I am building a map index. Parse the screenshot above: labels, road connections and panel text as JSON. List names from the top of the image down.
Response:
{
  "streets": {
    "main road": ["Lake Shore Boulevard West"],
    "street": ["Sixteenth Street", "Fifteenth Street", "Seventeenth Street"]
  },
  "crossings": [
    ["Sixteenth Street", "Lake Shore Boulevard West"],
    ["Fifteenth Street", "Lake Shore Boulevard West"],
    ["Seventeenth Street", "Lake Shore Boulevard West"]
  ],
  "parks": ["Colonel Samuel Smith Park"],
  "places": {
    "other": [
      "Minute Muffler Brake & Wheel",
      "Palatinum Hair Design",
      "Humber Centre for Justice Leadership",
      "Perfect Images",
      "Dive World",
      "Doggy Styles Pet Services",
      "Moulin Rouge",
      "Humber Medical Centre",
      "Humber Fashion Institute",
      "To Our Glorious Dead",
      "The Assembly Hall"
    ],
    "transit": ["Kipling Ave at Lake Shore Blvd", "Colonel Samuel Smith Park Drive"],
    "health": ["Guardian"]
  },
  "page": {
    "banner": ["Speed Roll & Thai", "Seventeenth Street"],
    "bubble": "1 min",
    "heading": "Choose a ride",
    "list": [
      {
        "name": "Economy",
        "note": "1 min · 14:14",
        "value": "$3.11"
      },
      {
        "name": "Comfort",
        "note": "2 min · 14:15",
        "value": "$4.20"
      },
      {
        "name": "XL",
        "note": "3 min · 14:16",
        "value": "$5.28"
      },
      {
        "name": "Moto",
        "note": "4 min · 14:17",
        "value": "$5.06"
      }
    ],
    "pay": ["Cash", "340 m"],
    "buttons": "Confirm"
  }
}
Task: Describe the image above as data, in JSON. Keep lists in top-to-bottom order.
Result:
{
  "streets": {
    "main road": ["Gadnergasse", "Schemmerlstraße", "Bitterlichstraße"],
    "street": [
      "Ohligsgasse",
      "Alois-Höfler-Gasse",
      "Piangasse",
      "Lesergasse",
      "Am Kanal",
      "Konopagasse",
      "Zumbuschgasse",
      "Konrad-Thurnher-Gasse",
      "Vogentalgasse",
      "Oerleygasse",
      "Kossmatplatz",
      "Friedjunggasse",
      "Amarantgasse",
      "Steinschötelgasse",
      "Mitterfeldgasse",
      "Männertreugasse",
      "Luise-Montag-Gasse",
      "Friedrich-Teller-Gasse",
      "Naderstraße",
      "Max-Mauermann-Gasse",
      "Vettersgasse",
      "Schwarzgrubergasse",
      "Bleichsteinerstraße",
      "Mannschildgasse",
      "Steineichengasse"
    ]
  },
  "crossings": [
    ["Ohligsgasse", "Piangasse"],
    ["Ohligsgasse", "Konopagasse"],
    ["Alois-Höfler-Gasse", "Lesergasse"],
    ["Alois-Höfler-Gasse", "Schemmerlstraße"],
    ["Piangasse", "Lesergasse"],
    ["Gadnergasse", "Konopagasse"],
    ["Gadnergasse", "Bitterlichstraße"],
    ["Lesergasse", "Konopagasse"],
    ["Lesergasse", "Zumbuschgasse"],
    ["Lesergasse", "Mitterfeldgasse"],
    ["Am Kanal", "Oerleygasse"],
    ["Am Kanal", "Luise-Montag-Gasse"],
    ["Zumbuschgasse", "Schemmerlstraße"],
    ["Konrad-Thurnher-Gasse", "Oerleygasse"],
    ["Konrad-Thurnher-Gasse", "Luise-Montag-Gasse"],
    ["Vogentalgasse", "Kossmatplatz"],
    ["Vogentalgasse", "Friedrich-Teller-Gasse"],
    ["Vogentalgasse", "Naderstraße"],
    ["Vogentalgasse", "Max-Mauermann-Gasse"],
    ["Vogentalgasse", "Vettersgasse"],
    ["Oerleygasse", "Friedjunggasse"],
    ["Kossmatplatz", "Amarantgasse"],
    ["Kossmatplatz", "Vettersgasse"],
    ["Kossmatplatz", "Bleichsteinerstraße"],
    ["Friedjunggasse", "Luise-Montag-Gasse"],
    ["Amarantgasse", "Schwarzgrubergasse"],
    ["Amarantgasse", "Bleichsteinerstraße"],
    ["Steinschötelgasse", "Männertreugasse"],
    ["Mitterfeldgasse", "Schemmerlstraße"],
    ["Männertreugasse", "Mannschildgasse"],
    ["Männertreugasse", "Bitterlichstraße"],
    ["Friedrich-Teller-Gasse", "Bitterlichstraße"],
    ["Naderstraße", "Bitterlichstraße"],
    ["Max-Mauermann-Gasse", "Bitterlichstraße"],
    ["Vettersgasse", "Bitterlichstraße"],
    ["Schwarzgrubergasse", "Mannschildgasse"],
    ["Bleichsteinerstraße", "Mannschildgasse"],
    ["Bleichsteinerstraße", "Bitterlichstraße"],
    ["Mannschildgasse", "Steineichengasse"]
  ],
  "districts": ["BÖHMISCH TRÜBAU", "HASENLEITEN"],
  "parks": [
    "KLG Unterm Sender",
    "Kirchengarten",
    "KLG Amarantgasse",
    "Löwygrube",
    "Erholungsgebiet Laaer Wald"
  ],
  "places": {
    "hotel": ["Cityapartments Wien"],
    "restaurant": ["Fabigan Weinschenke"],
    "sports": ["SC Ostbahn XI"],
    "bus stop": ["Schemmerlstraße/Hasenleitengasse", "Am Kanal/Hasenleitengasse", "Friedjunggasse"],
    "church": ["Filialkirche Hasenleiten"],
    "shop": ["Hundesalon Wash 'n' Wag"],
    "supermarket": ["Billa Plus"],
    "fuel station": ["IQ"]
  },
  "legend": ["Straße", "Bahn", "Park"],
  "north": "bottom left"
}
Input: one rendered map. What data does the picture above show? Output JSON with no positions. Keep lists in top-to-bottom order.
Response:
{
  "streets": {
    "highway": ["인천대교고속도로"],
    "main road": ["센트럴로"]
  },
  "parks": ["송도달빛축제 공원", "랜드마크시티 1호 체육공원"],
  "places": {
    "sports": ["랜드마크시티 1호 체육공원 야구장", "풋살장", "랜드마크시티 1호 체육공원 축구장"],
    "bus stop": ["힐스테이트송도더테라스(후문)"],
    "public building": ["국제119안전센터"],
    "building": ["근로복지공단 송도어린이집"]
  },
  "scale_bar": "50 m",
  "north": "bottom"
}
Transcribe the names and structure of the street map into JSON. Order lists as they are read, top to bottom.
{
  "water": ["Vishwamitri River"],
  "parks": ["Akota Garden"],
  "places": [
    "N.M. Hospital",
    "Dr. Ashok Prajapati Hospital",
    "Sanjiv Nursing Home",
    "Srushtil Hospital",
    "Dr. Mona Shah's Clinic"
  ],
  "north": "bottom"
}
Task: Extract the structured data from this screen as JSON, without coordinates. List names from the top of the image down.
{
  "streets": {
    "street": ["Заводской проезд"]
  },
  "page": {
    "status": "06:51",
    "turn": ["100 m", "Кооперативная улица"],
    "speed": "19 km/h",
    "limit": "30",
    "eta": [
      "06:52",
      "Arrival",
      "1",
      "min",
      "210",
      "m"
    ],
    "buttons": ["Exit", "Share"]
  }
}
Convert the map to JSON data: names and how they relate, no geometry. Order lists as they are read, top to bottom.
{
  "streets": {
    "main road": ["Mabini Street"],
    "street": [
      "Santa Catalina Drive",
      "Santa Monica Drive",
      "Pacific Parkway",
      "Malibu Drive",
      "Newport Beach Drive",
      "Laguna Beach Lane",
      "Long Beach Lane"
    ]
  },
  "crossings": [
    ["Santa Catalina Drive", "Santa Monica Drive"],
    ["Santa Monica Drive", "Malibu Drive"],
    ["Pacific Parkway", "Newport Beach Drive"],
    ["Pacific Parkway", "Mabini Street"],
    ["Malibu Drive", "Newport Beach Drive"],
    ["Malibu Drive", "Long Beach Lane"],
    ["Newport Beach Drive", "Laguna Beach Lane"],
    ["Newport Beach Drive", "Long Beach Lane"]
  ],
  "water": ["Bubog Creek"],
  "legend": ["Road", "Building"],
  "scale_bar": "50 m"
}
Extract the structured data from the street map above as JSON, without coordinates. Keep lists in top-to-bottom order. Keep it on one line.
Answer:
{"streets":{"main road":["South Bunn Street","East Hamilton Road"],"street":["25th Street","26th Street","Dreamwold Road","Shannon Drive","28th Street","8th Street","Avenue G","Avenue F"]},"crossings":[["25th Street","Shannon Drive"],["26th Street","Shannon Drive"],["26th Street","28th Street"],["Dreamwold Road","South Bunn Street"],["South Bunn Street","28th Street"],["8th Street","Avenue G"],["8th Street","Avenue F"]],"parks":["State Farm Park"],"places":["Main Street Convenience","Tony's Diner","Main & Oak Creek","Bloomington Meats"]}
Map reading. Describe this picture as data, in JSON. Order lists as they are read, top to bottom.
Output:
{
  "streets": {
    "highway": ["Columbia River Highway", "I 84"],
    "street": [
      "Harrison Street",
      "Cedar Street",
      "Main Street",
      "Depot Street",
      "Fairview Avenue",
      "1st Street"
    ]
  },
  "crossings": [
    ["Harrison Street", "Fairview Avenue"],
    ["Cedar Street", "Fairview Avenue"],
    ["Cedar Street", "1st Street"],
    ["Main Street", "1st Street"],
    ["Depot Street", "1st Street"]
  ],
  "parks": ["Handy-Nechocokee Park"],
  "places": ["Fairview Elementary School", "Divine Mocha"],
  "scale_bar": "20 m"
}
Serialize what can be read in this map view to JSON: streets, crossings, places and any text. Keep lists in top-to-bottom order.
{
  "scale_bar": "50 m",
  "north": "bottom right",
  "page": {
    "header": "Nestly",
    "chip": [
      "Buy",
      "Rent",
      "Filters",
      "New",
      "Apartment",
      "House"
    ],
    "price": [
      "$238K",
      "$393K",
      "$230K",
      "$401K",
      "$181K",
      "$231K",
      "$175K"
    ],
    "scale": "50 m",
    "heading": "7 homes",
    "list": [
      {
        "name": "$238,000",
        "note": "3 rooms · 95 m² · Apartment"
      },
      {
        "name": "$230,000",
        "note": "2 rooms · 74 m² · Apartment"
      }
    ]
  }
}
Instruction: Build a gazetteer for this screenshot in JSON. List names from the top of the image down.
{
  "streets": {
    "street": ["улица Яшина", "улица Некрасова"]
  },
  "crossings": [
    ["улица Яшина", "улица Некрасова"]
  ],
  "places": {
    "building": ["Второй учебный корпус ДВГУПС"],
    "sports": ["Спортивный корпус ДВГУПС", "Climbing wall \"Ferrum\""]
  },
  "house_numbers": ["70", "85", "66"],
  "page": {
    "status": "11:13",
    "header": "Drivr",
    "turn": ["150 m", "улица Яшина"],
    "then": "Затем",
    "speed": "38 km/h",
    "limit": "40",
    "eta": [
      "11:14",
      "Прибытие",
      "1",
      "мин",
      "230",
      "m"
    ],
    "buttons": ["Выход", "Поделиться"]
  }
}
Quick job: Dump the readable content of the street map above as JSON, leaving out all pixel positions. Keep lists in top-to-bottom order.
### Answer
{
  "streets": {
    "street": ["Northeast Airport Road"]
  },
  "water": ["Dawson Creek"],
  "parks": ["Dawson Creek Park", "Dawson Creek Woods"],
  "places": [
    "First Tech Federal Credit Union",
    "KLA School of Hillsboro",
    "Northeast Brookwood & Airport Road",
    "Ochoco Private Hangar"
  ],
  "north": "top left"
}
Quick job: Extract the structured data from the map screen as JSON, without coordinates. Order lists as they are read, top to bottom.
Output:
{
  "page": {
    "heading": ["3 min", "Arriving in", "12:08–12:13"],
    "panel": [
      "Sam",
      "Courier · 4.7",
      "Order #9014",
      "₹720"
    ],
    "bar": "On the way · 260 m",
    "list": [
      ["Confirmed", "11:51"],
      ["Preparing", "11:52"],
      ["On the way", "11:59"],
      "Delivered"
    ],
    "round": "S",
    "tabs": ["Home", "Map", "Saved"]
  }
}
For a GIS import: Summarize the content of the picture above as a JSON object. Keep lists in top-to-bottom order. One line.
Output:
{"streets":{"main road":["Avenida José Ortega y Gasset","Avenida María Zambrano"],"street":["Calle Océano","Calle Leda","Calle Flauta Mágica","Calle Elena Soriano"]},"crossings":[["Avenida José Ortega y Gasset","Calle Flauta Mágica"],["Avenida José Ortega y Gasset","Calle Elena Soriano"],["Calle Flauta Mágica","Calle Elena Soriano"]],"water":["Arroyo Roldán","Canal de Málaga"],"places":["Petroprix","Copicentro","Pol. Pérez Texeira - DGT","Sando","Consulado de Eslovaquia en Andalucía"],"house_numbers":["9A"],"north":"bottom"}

Problem to work on. Search the data for the string "Vogentalgasse". List each line that has it.

Reply to the exercise.
      "Vogentalgasse",
    ["Vogentalgasse", "Kossmatplatz"],
    ["Vogentalgasse", "Friedrich-Teller-Gasse"],
    ["Vogentalgasse", "Naderstraße"],
    ["Vogentalgasse", "Max-Mauermann-Gasse"],
    ["Vogentalgasse", "Vettersgasse"],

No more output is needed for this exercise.